Ketorolac (RS37619) hemicalcium is a nonselective COX inhibitor with IC50s of 20 nM and 120 nM for COX-1 and COX-2, respectively. Ketorolac hemicalcium is a non-steroidal anti-inflammatory drug (NSAID) that is used as 0.5% ophthalmic solution for the research of allergic conjunctivitis, cystoid macular edema, intraoperative miosis, and postoperative ocular inflammation and pain. Ketorolac hemicalcium is also a DDX3 inhibitor that can be used in cancer research [1] [4].

Ketorolac (RS37619) salt (0-30 μM, 48 h) effectively kills the oral cancer cells [4]. Ketorolac salt (0-5 μM, 48 h) inhibits the expression of DDX3 protein, and induces apoptosis in H357 cells [4]. Ketorolac salt (0-2.5 μM, 0-16 h) inhibits the proliferation of oral cancer cells [4]. Ketorolac salt (0-50 μM) directly interacts with DDX3 and inhibits the ATPase activity [4]. Cell Viability Assay [4] Cell Line: HOK, SCC4, SCC9 and H357 cells Concentration: 0-30 μM Incubation Time: 48 h Result: Showed inhibition with IC 50 s of 2.6, 7.1 and 8.1 μM against H357, SCC4 and SCC9 cells, respectively. And the normal HOK cell line did not show any cell death effect. Cell Proliferation Assay [4] Cell Line: H357 Concentration: 0.5, 1.0, 1.5, 2.0 and 2.5 μM Incubation Time: 0, 8 and 16 h Result: Inhibited the proliferation. Western Blot Analysis [4] Cell Line: H357 Concentration: 1, 2.5 and 5 μM Incubation Time: 48 h Result: Significantly reduced DDX3 protein expression levels, but not completely ablated as compared to DMSO treated cells. Up regulated the expression of E-cadherin. Apoptosis Analysis [4] Cell Line: H357 Concentration: 2.5 and 5 μM Incubation Time: 48 h Result: Induced apoptosis.

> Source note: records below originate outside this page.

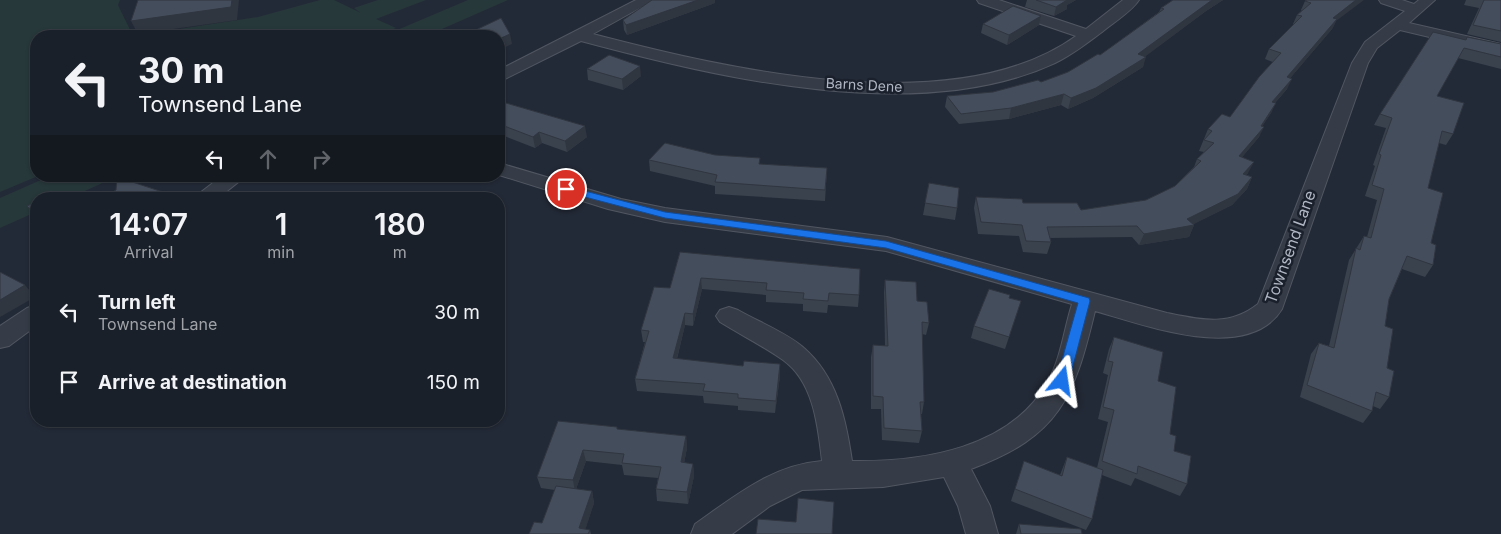 <!DOCTYPE html>
<html lang="en">
<head>
<meta charset="utf-8">
<style>
  :root { --surface:#1a2029; --page:#232831; --text:#f1f3f6; --muted:#9fa3a8; --line:#383e46 }
  body { margin:0; font-family:Inter,sans-serif; background:var(--page); color:var(--text); height:100vh; display:flex; flex-direction:column; font-size:19px; white-space:nowrap }
  * { box-sizing:border-box; margin:0 }
  p { font-size:16px; color:var(--muted) }
  .icon { flex:none; width:28px; height:28px; fill:none; stroke:currentColor; stroke-width:2; stroke-linecap:round; stroke-linejoin:round }
  .map { position:relative; flex:1; overflow:hidden }
  .details { position:absolute; left:30px; top:192px; width:475px; height:235px; display:flex; flex-direction:column; background:var(--surface); border-radius:20px; box-shadow:0 1px 4px #0004,0 0 0 1px var(--line) }
  .details>* { flex:none }
  .banner { position:absolute; left:30px; top:30px; width:475px; height:152px; border-radius:20px; box-shadow:0 1px 4px #0004,0 0 0 1px var(--line); background:#1a2029; color:var(--text); overflow:hidden }
  .pin { position:absolute; display:grid; place-items:center; width:42px; height:42px; color:#fff; margin:-21px; border:2px solid #fff; border-radius:50%; box-shadow:0 1px 5px #0007 }
  .me { position:absolute; width:55px; margin:-28px; rotate:15deg; stroke-linejoin:round; filter:drop-shadow(0 0 4px #0008) }
  .turn { display:flex; align-items:center; gap:18px; height:105px; padding:0 25px; font-size:22px }
  .turn .icon { width:65px; height:65px; stroke-width:2.5 }
  .turn b { display:block; font-size:35px; line-height:42px }
  .lanes { display:flex; align-items:center; height:48px; padding:0 25px; background:#0003; justify-content:center; gap:25px; direction:ltr }
  .lanes .off { opacity:.35 }
  .eta { display:flex; justify-content:space-evenly; align-items:center; height:85px; text-align:center }
  .eta b { font-size:30px; font-weight:600; line-height:35px }
  ul { padding:0; list-style:none }
  li { display:flex; align-items:center; gap:15px; height:70px; padding:0 25px }
  li div { flex:1 }
  li b { display:block; font-size:19px }
  li em { font-style:normal }
  .map>svg:first-child { display:block }
  .green { fill:#27383a }
  .lines { fill:none; stroke-linecap:round; stroke-linejoin:round }
  .street-casing { stroke:#515762; stroke-width:2 }
  .street { fill:#363c47; fill-rule:evenodd }
  .wall { fill:#3a424e }
  .shaded-wall { fill:#303640 }
  .building { fill:#444d5b; stroke:#303640 }
  .route { fill:#1a73e8; stroke:#114b97 }
  .labels { text-anchor:middle; stroke-width:5; stroke-linejoin:round; paint-order:stroke }
  .far-street-label { font-size:14px; fill:#b1b7c4; stroke:#1b212c }
  .street-label { font-size:16px; fill:#b1b7c4; stroke:#1b212c }
</style>
</head>
<body>
<div class="map">
<svg width="1501" height="534" viewBox="0 0 1501 534">
  <rect width="100%" height="100%" fill="#232a37"/>
  <path class="green" d="M0,0H120L118,5L133,36L258,17L320,0H334L361,13L354,8L378,0H426L376,19L396,28L377,36H36V176H38L0,192Z
    M468,0H508L426,36H383Z
    M50,176H118L67,199H36V212L0,228V198Z"/>
  <g class="lines">
    <defs>
      <path id="street" d="M636,0H654L593,34C727,69 955,123 1076,36L979,3L977,0H999L1086,29L1123,0H1139C1131,12 1114,22 1102,32C1087,43 1072,55 1055,63C920,126 719,78 581,41L499,82V70Z
        M1379,0H1402L1414,4L1419,0H1435L1409,23L1501,44V54L1400,30L1377,48L1368,63L1282,309C1248,365 1142,324 1095,311C1074,398 1060,436 971,469L990,506L998,534H966L958,506L944,477L883,487L802,490L770,506L732,534H691L695,524C735,496 772,465 822,461C818,427 814,382 783,360C763,346 741,335 720,322L716,316L720,310L729,307L738,310C757,321 789,334 804,348C837,377 846,419 852,461C922,462 1011,449 1048,381C1061,358 1064,329 1072,304L886,251L665,222L608,209L499,175V163L621,199L665,208L887,237L1167,313C1201,320 1229,327 1258,304L1352,63L1365,42L1405,11L1381,3Z
        M222,176H246L217,199H192Z
        M36,305V326L9,346L0,348V326L27,308Z"/>
    </defs>
    <use href="#street" class="street-casing"/>
    <use href="#street" class="street"/>
  </g>
  <path class="wall" d="M1027,0H1076L1067,5V9L1054,16L1025,7Z
    M1173,0H1223L1206,11L1145,56L1143,67L1093,98L1068,109L1061,105L1009,119L959,124L945,107L947,96L993,92L1041,82L1068,72L1100,55L1159,12L1161,8Z
    M1307,0L1336,21L1332,29L1290,78L1287,89L1275,103L1271,113L1262,126L1259,137L1242,157L1248,173L1246,175L1252,177L1247,189L1232,205L1193,224L1194,225L1189,237L1139,245L1132,237L1050,238L1051,242L1047,254L1023,252L1019,236L978,234L974,208L976,197L1081,210L1146,200L1175,186L1194,167L1197,159L1204,152L1199,151L1208,129L1230,117L1273,62L1265,59L1269,49L1294,24H1293L1297,15L1302,11L1301,10L1305,1Z
    M1466,0H1501V42L1467,34L1479,8L1464,5Z
    M715,3L627,35L624,30L623,20Z
    M1041,16L1039,25L1007,45L981,33L983,24Z
    M1467,37L1501,44V69L1458,58L1437,96L1453,134L1446,145L1439,143L1428,188L1433,265L1425,277L1402,269L1389,299L1385,326L1389,397L1380,409L1373,406L1372,411L1363,423L1300,397L1311,354L1319,343L1329,346L1349,260L1364,236L1367,237L1377,200L1365,196L1375,166L1373,165L1386,128L1374,125L1380,114L1465,40Z
    M587,69L641,76L623,90L588,80Z
    M499,101L587,137L567,152L542,143L535,148L499,134Z
    M715,155L760,164L827,168L825,201L715,194V186L650,171L649,160Z
    M929,183L957,208L955,220L923,215Z
    M36,202V217L27,206Z
    M680,252L859,295L858,307L828,305L827,313L803,311V304L766,302V295L702,289L693,326L685,325L677,359L743,366L780,364V376L775,413L738,410V406L704,403L703,396L637,391L635,379L645,342H643L641,330L670,288Z
    M885,280L917,301L929,323L926,335L922,334L924,402L922,414H921L922,431L919,443L882,440L881,409H871V357L873,345L885,346L884,292Z
    M1010,298L1021,301L1005,349L971,338L974,326Z
    M1114,337L1158,381L1174,451L1187,484L1180,496L1135,478L1131,486L1102,475L1092,519L1086,530L1011,501L1024,461L1060,475L1067,457L1097,468L1108,422L1098,419L1108,375L1103,373L1109,349Z
    M618,429L686,436L687,448L684,463L693,464L694,476L688,504L657,501L656,489L658,478L624,475L622,465L586,461L576,489L592,491L594,503L585,529L590,530L591,534H529L542,523L555,490L541,488L537,477Z
    M1019,524L1082,534H1016Z"/>
  <path class="shaded-wall" d="M232,0H239L237,20L138,34L131,21Z
    M698,0H715V3L627,35L626,25Z
    M1065,0H1076L1067,5V9L1054,16L1056,7Z
    M1212,0H1223L1206,11L1138,62L1146,57L1143,67L1093,98L1068,109L1071,98Z
    M1356,0H1364L1336,21L1332,29L1282,88L1287,77L1333,18Z
    M1041,16L1039,25L1007,45L1009,35Z
    M510,34L512,44L499,50V39Z
    M640,66L641,76L623,90L622,79Z
    M1292,79L1287,89L1267,112L1272,102Z
    M1064,94L1061,105L1009,119L1011,108Z
    M1276,103L1271,113L1256,136L1261,126Z
    M585,126L587,137L567,152L565,141Z
    M1264,127L1259,137L1234,167L1239,156Z
    M539,132L542,143L535,148L533,137Z
    M1254,162L1248,173L1238,185L1243,174Z
    M1252,177L1247,189L1232,205L1190,226L1194,225L1189,237L1139,245L1144,234L1187,219Z
    M172,195L174,199H165Z
    M701,278L702,289L693,326V314Z
    M25,285L35,297L0,317V300Z
    M685,313V325L674,370L673,358Z
    M780,364V376L775,413L776,401Z
    M686,436L687,448L682,474L681,462Z
    M583,450L586,461L575,492L573,480Z
    M693,464L694,476L688,504L687,492Z
    M592,491L594,503L584,534L579,528Z"/>
  <path class="building" d="M138,0H232L231,7L131,21Z
    M652,0H698L626,25L623,20Z
    M1036,0H1067L1056,7Z
    M1173,0H1212L1138,54L1146,57L1096,88L1071,98L1064,94L1011,108L961,114L947,96L993,92L1038,80L1041,82L1068,72L1098,54L1100,55L1164,9L1161,8Z
    M1307,0H1356L1333,18L1337,19L1287,77L1292,79L1272,102L1276,103L1261,126L1264,127L1239,156L1254,162L1243,174L1252,177L1238,194L1187,219L1194,225L1144,234L1137,226L1047,227L1051,242L1026,241L1022,225L981,222L976,197L1022,199L1023,203H1077L1081,210L1146,200L1175,186L1201,161L1197,159L1214,143L1204,140L1212,131L1208,129L1222,114L1230,117L1259,77L1281,53L1269,49L1302,16L1297,15L1311,3L1305,1Z
    M1484,0H1501V31L1473,25Z
    M1013,6L1041,16L1009,35L983,24Z
    M501,18L510,34L499,39V36H463Z
    M1433,32L1466,40L1467,37L1501,44V57L1464,48L1437,96L1464,103L1453,134L1442,131L1428,188L1443,193L1431,243L1436,245L1433,265L1407,256L1389,299L1385,326L1393,329L1387,368L1394,371L1389,397L1376,392L1372,411L1307,385L1319,343L1334,348L1356,248L1360,250L1364,236L1371,238L1384,189L1372,185L1381,155L1379,154L1392,118L1380,114Z
    M609,55L640,66L622,79L587,69Z
    M499,101L585,126L565,141L539,132L533,137L499,124Z
    M665,143L715,155L760,158L759,164L827,168L825,190L715,182L717,175L649,160Z
    M117,177L172,195L165,199H101L116,190Z
    M929,183L959,188L957,208L925,203Z
    M36,202V215L27,206Z
    M680,252L860,269L859,295L829,293L828,301L803,299L804,293L766,290L767,283L701,278L693,314L685,313L673,358L743,366L744,361L780,364L776,401L738,398V394L703,391L705,384L635,379L649,331L641,330L654,287L670,288Z
    M0,272L25,285L0,300Z
    M885,280L916,282L917,301L927,302L929,323L922,322L924,402H920L922,431L884,428L883,397L873,396V345L888,346Z
    M989,289L1010,295L1009,298L1021,301L1009,337L974,326Z
    M1114,337L1163,352L1158,381L1176,387L1170,434L1176,436L1174,451L1191,456L1187,484L1138,466L1137,474L1102,461L1114,410L1103,407L1113,362L1108,361Z
    M558,421L617,427V429L686,436L681,462L693,464L687,492L656,489L661,467L622,463L624,454L583,450L573,480L537,477Z
    M1067,457L1103,470L1092,519L1015,489L1024,461L1062,476Z
    M556,486L592,491L579,528L590,530L588,534H529L534,522L542,523Z
    M798,498L834,502L832,534H756L758,519L796,522Z
    M1019,524L1081,529L1082,534H1021Z"/>
  <path class="route" d="M566,186L665,212L886,241L1089,298L1090,301L1069,381L1062,386L1056,381L1078,303L886,248L665,218L562,191V187Z"/>
  <g class="labels">
    <g class="far-street-label">
      <text transform="translate(864 85) rotate(3)" y="5">Barns Dene</text>
    </g>
    <g class="street-label">
      <text transform="translate(1290 247) rotate(-70)" y="6">Townsend Lane</text>
    </g>
  </g>
</svg>
<div class="pin" style="left:566px;top:189px;background:#d93025"><svg class="icon" aria-label="arrive" viewBox="0 0 24 24"><path d="M6 21V4h12l-3 4 3 4H6"/></svg></div>
<svg class="me" style="left:1062px;top:381px" viewBox="-20 -20 40 40"><path d="M0-17L14 15 0 8-14 15z" fill="#1a73e8" stroke="#fff" stroke-width="4"/></svg>
<div class="banner">
<div class="turn"><svg class="icon" aria-label="left" viewBox="0 0 24 24"><path d="M17 20v-9H6M10 6l-5 5 5 5"/></svg><div><b>30 m</b>Townsend Lane</div></div>
<div class="lanes"><svg class="icon" aria-label="left" viewBox="0 0 24 24"><path d="M17 20v-9H6M10 6l-5 5 5 5"/></svg><svg class="icon off" aria-label="ahead" viewBox="0 0 24 24"><path d="M12 20V5M6 11l6-6 6 6"/></svg><svg class="icon off" aria-label="right" viewBox="0 0 24 24"><path d="M7 20v-9h11M14 6l5 5-5 5"/></svg></div>
</div>
<section class="details">
<div class="eta">
<div><b>14:07</b><p>Arrival</p></div>
<div><b>1</b><p>min</p></div>
<div><b>180</b><p>m</p></div>
</div>
<ul>
<li><svg class="icon" aria-label="left" viewBox="0 0 24 24"><path d="M17 20v-9H6M10 6l-5 5 5 5"/></svg><div><b>Turn left</b><p>Townsend Lane</p></div><em>30 m</em></li>
<li><svg class="icon" aria-label="arrive" viewBox="0 0 24 24"><path d="M6 21V4h12l-3 4 3 4H6"/></svg><div><b>Arrive at destination</b></div><em>150 m</em></li>
</ul>
</section>
</div>
</body>
</html>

Ketorolac (RS37619) (0.4% ketorolac tromethamine ophthalmic solution) shows powerful ocular anti-inflammatory activities in rabbits [1]. Ketorolac (4 mg/kg/day, p.o.; 2 weeks) has no detrimental effect in the volume fraction of bone trabeculae formed inside the alveolar socket in rats [2]. Ketorolac (60 μg; intrathecal injection; once) attenuates the damage caused by spinal cord ischemia in rats [3]. Ketorolac salt (20 and 30 mg/kg; i.p.; two times in a week for 3 weeks) reduces oral carcinogenesis in mice [4]. Animal Model: New Zealand White rabbits (2.0–2.7 kg), LPS endotoxin-induced ocular inflammation [1] Dosage: 50 μL ketorolac tromethamine ophthalmic solution 0.4% Administration: In eyes, twice, 2 hours and 1 hour before LPS challenge Result: Resulted in a nearly complete inhibition (98.7%) of LPS endotoxin-induced increases in FITC (fluorescein isothiocyanate)-dextran in the anterior chamber, and resulted in a nearly complete inhibition (97.5%) of LPS endotoxin-induced increases in aqueous PGE 2 concentrations in the aqueous humor. Animal Model: Male Wistar rats (400–450 g), spinal cord ischemia model [3] Dosage: 30 and 60 μg Administration: Intrathecal injection, 1 h before the ischemia induction for once Result: Significantly reduced the motor disturbances and improved the survival rate at 60 μg. Animal Model: BALB/c mice, oral carcinogenesis model [4] Dosage: 20 mg/kg and 30 mg/kg Administration: IP injection, two times in a week for 3 weeks Result: Decreased tumor burden, reduced expression of DDX3 and anti-apoptotic proteins (Bcl-2 and Mcl-1).